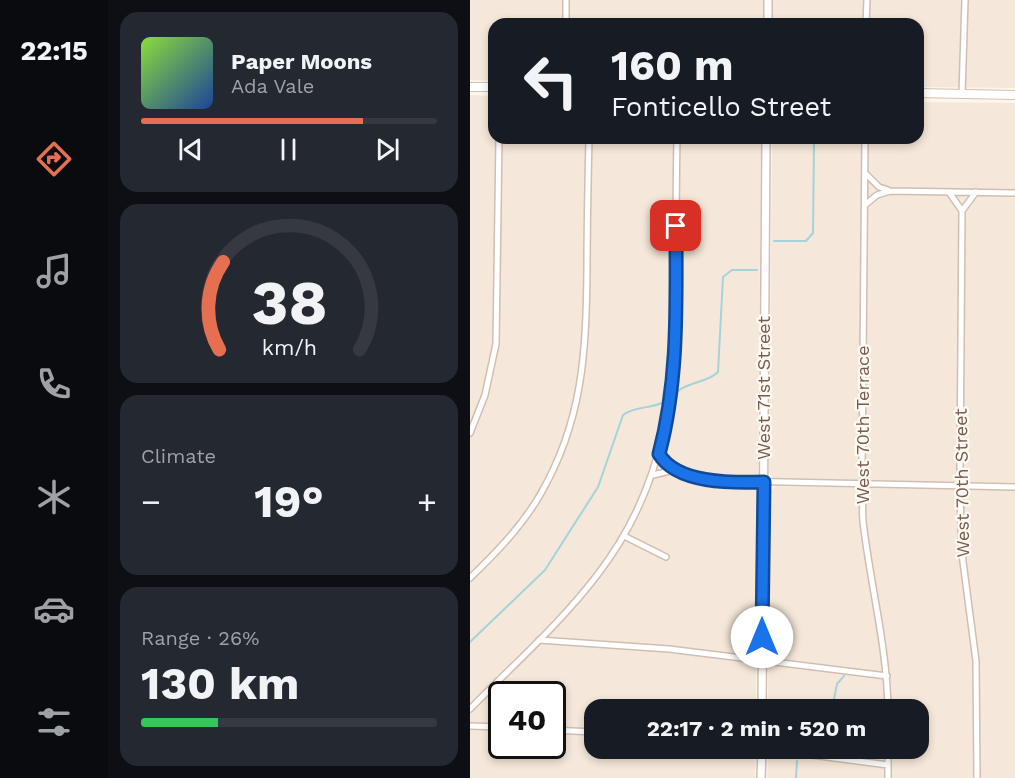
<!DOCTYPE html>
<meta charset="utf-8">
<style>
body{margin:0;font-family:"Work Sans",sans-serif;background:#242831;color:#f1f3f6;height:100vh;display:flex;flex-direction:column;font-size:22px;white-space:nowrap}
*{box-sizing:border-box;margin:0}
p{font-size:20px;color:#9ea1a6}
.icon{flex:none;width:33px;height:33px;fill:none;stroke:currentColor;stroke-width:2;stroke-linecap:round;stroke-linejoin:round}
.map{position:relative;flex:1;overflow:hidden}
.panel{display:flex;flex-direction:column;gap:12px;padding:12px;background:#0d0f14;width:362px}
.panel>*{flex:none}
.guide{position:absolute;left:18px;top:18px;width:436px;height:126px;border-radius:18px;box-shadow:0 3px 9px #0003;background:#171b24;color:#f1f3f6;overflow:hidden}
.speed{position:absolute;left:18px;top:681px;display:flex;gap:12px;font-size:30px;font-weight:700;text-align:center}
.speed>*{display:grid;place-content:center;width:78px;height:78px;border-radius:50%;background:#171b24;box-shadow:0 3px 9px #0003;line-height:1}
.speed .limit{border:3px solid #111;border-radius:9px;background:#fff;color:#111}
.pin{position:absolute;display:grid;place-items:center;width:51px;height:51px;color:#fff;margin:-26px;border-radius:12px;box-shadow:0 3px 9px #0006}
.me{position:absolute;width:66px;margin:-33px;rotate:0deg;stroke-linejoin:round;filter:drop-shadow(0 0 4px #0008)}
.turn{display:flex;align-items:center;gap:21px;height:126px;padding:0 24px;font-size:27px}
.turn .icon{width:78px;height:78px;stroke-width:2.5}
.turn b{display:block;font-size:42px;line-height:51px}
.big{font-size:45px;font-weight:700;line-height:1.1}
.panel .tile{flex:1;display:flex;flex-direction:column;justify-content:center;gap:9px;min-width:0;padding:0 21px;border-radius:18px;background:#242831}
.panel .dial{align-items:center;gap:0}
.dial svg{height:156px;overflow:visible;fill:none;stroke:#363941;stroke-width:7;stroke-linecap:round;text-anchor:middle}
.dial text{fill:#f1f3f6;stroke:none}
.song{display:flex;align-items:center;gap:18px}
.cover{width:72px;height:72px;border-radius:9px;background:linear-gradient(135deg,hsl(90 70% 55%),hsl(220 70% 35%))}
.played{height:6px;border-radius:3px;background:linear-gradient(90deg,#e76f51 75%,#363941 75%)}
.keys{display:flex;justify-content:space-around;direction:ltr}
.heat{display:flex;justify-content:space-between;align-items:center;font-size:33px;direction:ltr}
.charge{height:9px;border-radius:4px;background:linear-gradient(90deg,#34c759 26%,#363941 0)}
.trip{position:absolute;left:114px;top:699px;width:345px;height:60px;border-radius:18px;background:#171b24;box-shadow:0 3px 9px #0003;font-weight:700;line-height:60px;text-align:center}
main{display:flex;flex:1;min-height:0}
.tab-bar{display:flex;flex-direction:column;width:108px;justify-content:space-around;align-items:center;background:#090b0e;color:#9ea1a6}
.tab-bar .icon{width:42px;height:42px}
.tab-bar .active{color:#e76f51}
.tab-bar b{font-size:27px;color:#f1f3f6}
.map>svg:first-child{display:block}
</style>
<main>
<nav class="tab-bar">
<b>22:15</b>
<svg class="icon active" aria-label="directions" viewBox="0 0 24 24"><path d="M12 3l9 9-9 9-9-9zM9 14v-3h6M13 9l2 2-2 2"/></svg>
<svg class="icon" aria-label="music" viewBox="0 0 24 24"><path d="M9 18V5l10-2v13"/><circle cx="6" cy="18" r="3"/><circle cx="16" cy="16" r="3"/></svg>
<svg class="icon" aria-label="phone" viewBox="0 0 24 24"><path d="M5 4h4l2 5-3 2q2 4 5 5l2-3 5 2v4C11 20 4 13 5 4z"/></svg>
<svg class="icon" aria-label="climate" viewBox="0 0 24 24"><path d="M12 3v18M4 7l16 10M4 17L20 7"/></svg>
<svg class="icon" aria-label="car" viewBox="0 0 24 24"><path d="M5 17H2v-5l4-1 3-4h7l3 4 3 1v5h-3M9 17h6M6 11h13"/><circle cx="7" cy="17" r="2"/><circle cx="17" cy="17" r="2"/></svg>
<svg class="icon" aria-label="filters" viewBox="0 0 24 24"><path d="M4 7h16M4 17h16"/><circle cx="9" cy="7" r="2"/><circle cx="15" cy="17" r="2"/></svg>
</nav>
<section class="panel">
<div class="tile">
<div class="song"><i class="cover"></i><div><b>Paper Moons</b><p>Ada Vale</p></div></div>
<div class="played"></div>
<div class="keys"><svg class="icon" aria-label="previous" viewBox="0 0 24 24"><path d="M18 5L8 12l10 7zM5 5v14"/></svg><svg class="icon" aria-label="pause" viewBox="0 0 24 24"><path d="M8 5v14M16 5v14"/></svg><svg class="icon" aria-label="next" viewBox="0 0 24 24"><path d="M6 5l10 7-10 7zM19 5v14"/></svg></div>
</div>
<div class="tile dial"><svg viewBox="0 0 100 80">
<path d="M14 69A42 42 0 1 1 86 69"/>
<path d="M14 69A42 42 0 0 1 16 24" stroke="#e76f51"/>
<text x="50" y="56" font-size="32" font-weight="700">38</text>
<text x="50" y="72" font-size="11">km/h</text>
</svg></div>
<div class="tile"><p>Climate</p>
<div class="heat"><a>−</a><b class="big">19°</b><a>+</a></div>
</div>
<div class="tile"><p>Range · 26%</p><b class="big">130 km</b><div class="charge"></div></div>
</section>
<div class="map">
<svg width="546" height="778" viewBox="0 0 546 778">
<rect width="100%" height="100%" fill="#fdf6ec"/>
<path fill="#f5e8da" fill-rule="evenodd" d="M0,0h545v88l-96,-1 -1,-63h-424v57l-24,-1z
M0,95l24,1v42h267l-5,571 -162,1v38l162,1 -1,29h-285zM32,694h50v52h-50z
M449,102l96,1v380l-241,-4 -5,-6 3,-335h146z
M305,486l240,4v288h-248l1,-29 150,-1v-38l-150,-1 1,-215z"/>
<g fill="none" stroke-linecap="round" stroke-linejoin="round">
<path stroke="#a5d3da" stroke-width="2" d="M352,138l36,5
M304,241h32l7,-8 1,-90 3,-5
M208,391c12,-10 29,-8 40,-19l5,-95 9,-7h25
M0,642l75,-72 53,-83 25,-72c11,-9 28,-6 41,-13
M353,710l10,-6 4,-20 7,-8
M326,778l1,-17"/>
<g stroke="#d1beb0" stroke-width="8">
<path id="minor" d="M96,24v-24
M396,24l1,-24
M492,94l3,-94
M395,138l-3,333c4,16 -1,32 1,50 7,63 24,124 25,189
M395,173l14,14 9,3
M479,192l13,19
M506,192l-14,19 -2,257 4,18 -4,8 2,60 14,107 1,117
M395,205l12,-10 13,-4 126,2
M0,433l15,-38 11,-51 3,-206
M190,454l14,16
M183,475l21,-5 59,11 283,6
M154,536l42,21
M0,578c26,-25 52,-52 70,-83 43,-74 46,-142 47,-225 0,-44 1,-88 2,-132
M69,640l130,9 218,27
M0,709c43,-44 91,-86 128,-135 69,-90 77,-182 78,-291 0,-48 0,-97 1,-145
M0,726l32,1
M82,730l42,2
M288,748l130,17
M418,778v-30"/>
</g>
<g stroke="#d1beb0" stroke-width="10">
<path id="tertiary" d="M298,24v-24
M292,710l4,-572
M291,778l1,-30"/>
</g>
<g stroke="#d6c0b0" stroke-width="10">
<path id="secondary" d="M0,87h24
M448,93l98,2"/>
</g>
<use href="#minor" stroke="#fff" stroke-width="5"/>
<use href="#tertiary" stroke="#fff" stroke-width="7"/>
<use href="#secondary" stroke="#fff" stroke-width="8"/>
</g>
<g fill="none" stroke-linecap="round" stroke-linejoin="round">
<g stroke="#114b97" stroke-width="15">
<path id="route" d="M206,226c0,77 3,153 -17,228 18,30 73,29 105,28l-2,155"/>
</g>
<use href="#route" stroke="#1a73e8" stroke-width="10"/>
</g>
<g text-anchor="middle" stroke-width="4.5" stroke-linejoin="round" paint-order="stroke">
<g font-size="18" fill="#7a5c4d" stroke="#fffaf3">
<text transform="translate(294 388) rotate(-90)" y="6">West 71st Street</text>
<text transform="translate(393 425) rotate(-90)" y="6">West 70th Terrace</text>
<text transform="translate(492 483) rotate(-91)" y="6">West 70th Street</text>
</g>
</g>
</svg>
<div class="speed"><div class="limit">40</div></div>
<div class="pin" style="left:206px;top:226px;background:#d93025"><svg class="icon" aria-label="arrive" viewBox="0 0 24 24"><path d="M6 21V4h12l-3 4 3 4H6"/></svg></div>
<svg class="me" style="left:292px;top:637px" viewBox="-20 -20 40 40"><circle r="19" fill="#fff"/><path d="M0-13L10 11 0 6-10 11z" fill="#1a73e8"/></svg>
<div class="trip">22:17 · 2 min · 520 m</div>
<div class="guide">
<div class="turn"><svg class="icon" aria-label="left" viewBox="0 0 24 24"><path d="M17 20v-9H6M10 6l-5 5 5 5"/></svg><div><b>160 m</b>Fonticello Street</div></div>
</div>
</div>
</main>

▶ [Exercise goal]: Lines with the word "weight" in them: report all of these from the listing above.

▶ [Exercise solution]:
.speed{position:absolute;left:18px;top:681px;display:flex;gap:12px;font-size:30px;font-weight:700;text-align:center}
.big{font-size:45px;font-weight:700;line-height:1.1}
.trip{position:absolute;left:114px;top:699px;width:345px;height:60px;border-radius:18px;background:#171b24;box-shadow:0 3px 9px #0003;font-weight:700;line-height:60px;text-align:center}
<text x="50" y="56" font-size="32" font-weight="700">38</text>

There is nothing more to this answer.